Elcho Priory was a medieval Cistercian priory in Perthshire, Scotland, dedicated to the Virgin Mary.

==Location==
Elcho Priory was located in the parish of Rhynd, about three miles southeast of Perth on the south bank of the River Tay. It was the only Cistercian convent in Scotland north of the Firth of Forth. It was a mile west of Elcho Castle. In addition to its own land, the priory rented nearby lands, one being part of the Hill of Coates, which was behind the nunnery. The nunnery church stood on the north side of the site, aligned east-west with entrance on the west. It originally measured 7 m. wide x 15 m. long but was expanded in a second phase of building to 8 m. x 21 m. The priory was located in the western portion of the barony of Elcho, which, with Elcho Castle, was held by the Wemyss family. Before the Reformation, the reciprocal relationship between the two was that the laird of Wemyss would provide protection for the nuns during periods of English invasion, and, in return, the priory leased certain of its lands to him.

==Founding==
Scottish historian Ian B. Cowan once said of Elcho, “The history of the nunnery is obscure.” It is said to have been founded “before 1241” by David Lindsay of Glenesk (ancestor of the earls of Crawford) and his mother, Mary Abernethy, daughter of Alexander Abernethy of that Ilk, who held lands at Elcho during the reign of Robert the Bruce. Alternatively, the mother of David Lindsay has been identified as Alice or Aleonora de Limesay or de Limési, daughter of Gerard de Limesay or de Limési. But this is speculation. The charter Dunfermline Registrum, no. 190, records the founder as Lady Margerie, wife of Sir David Lindsay of Luffness, 3rd Lord of Crawford. According to Ballingal, Elcho was originally attached to Dunfermline Abbey and later to the Abbey of Scone, but Stuart states that “from charter evidence this convent continued to be a dependency of the priory of May and the abbots of Reading.” A Cistercian house, Elcho was one of four monasteries founded along the Tay River, the others being Scone Abbey, which was Augustinian; Lindores Abbey, which was Tironensian, and Balmerino Abbey, which was another Cistercian house.

==Cistercian Order==
As a Cistercian establishment, Elcho would have enforced one of the strictest monastic codes. The nuns would have lived at subsistence levels, strictly observing all fasts and refraining from conversation, except on religious subjects. Cistercians maintained “an establishment of labourers” for agricultural labor, tilling, gardening, tending orchards and fields, and keeping sheep and cattle.

==Inhabitants==
Historian Kimm Curran has pointed out that women in medieval Scottish convents came primarily from families in the surrounding area, “most within a fifteen-mile radius of their convent.” Ballingal believed likewise, showing that the roll for the year 1532 listed eleven nuns whose surnames are all connected with the district: Elinor Stewart, Christian Moncrief, Kathryn (or Katrina) Smith, Christian Redpath, Margaret Swinton, Isabel Barclay, Margaret Towers, Elizabeth Pollok, Christian (or Christine) Wemyss, Isobel Wedderburn, and Eupheme Leslie, the prioress.

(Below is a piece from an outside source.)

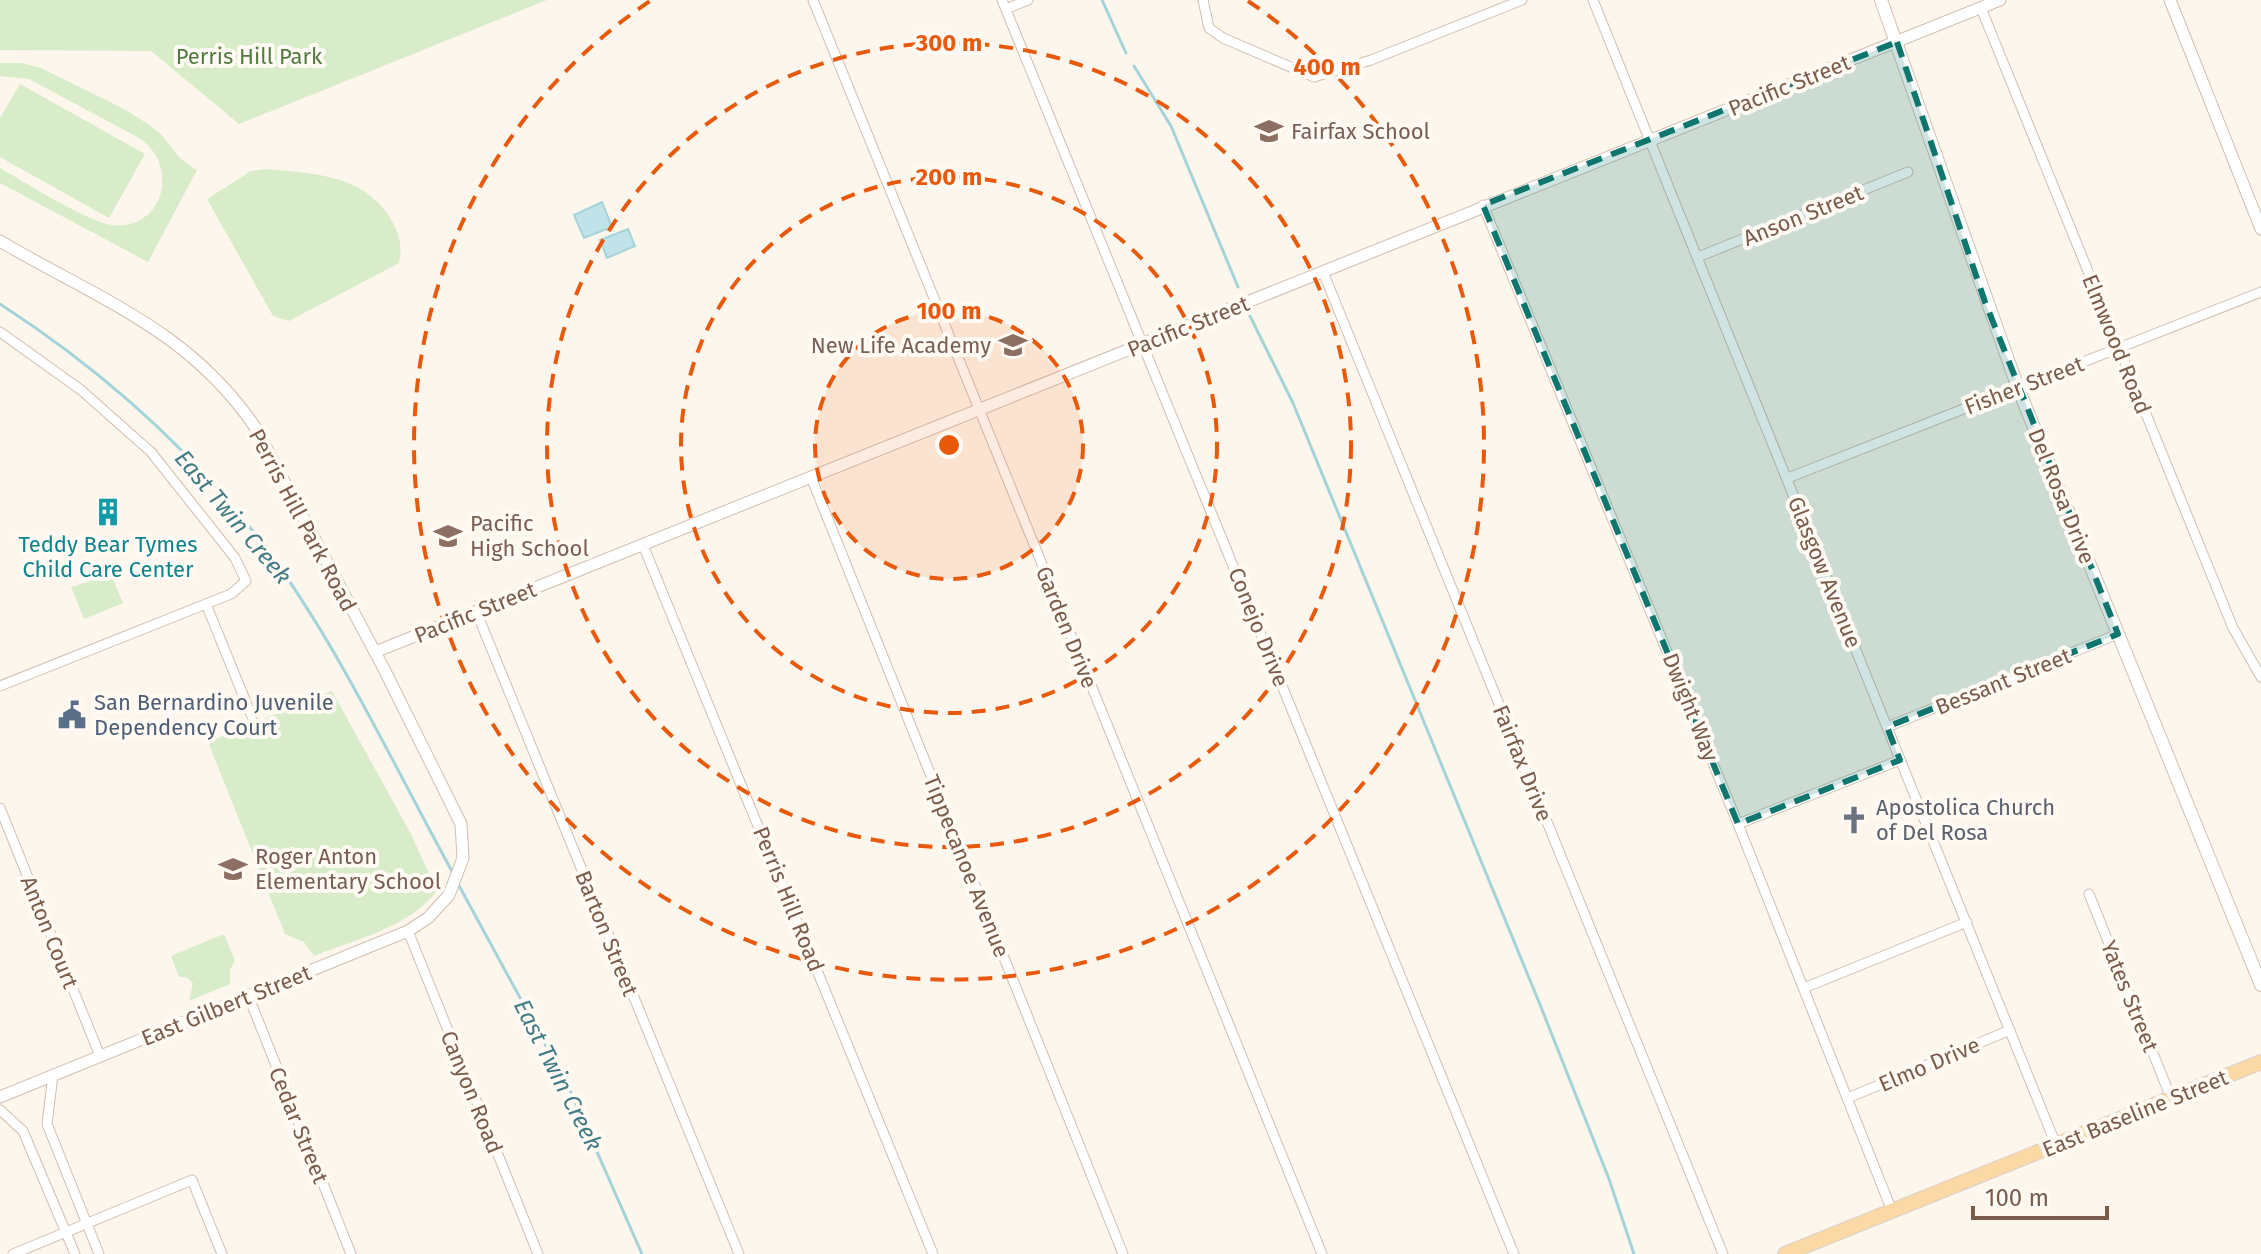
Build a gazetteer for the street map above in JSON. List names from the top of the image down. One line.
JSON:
{"streets":{"main road":["Del Rosa Drive","East Baseline Street"],"street":["Pacific Street","Anson Street","Elmwood Road","Fisher Street","Perris Hill Park Road","Glasgow Avenue","Garden Drive","Conejo Drive","Bessant Street","Dwight Way","Fairfax Drive","Tippecanoe Avenue","Perris Hill Road","Anton Court","Barton Street","Yates Street","East Gilbert Street","Elmo Drive","Canyon Road","Cedar Street"]},"crossings":[["Pacific Street","Elmwood Road"],["Pacific Street","Del Rosa Drive"],["Pacific Street","Perris Hill Park Road"],["Pacific Street","Glasgow Avenue"],["Pacific Street","Garden Drive"],["Pacific Street","Conejo Drive"],["Pacific Street","Dwight Way"],["Pacific Street","Fairfax Drive"],["Pacific Street","Tippecanoe Avenue"],["Pacific Street","Perris Hill Road"],["Pacific Street","Barton Street"],["Anson Street","Glasgow Avenue"],["Elmwood Road","Fisher Street"],["Fisher Street","Del Rosa Drive"],["Fisher Street","Glasgow Avenue"],["Del Rosa Drive","Bessant Street"],["Perris Hill Park Road","East Gilbert Street"],["Glasgow Avenue","Bessant Street"],["Glasgow Avenue","Elmo Drive"],["Glasgow Avenue","East Baseline Street"],["Dwight Way","Elmo Drive"],["Dwight Way","East Baseline Street"],["Anton Court","East Gilbert Street"],["Yates Street","East Baseline Street"],["East Gilbert Street","Canyon Road"],["East Gilbert Street","Cedar Street"]],"water":["East Twin Creek"],"parks":["Perris Hill Park"],"places":{"school or university":["Fairfax School","New Life Academy","Pacific High School","Roger Anton Elementary School"],"building":["Teddy Bear Tymes Child Care Center"],"public building":["San Bernardino Juvenile Dependency Court"],"church":["Apostolica Church of Del Rosa"]},"scale_bar":"100 m","rings":["300 m","400 m","200 m","100 m"]}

Euphemia Leslie (often presented in documents as Eupheme, Eufeme, or Euphame] is perhaps the most well-known prioress, yet her parentage and family connections have been the subject of much speculation.
- She has been identified as the illegitimate daughter of Walter Leslie, parish priest at Kirkton of Menmuir (a parish within today's Angus).
- Based on the fact that her personal seal bore the arms of Leslie and Stewart of Atholl, historian Marion L. Stavert has suggested her father was probably James Leslie, 2nd baron of Pitcaple, and her mother, a daughter of John Stewart, Earl of Atholl, though there is no record of a marriage between the two.
- In his history of the family of Leslie, Col. Charles Joseph Leslie states unequivocally that she was the daughter Walter Leslie, parson at Monymusk, and his second wife, Elizabeth Stewart, daughter of the earl of Atholl. (Walter Leslie was the son of James Leslie, 2nd Baron of Pitcaple, and his wife Elizabeth Seton, daughter of the baron of Meldrum.)
- Others have associated her with the Leslies of Rothes.
- She is also said to be the sister (or half-sister or daughter) of Robert Leslie, who was procurator for the convent in the arrangements regarding the succession of Euphemia to the position of prioress.

Janet Leslie, niece of Euphemia Leslie, was at the convent during her aunt's tenure as prioress, 1539-40 specifically.

A known subprioress of Elcho (1525–26) was Elizabeth Rollock, who is later listed as a nun (1532–40).
Though the prioresses would have come mainly from wealthy families, Curran speculates that some of the nuns were daughters of common folk, noting specifically Katrina Smith, whose surname, she believes, indicates humble origins. Certainly it is known that not all of the nuns were literate. In a document of 1532, the prioress signed as “Eufem priores with our hand,” but the names of the other nine, who were recorded as “siesciens scribere” (not knowing to write), were written down by the notary.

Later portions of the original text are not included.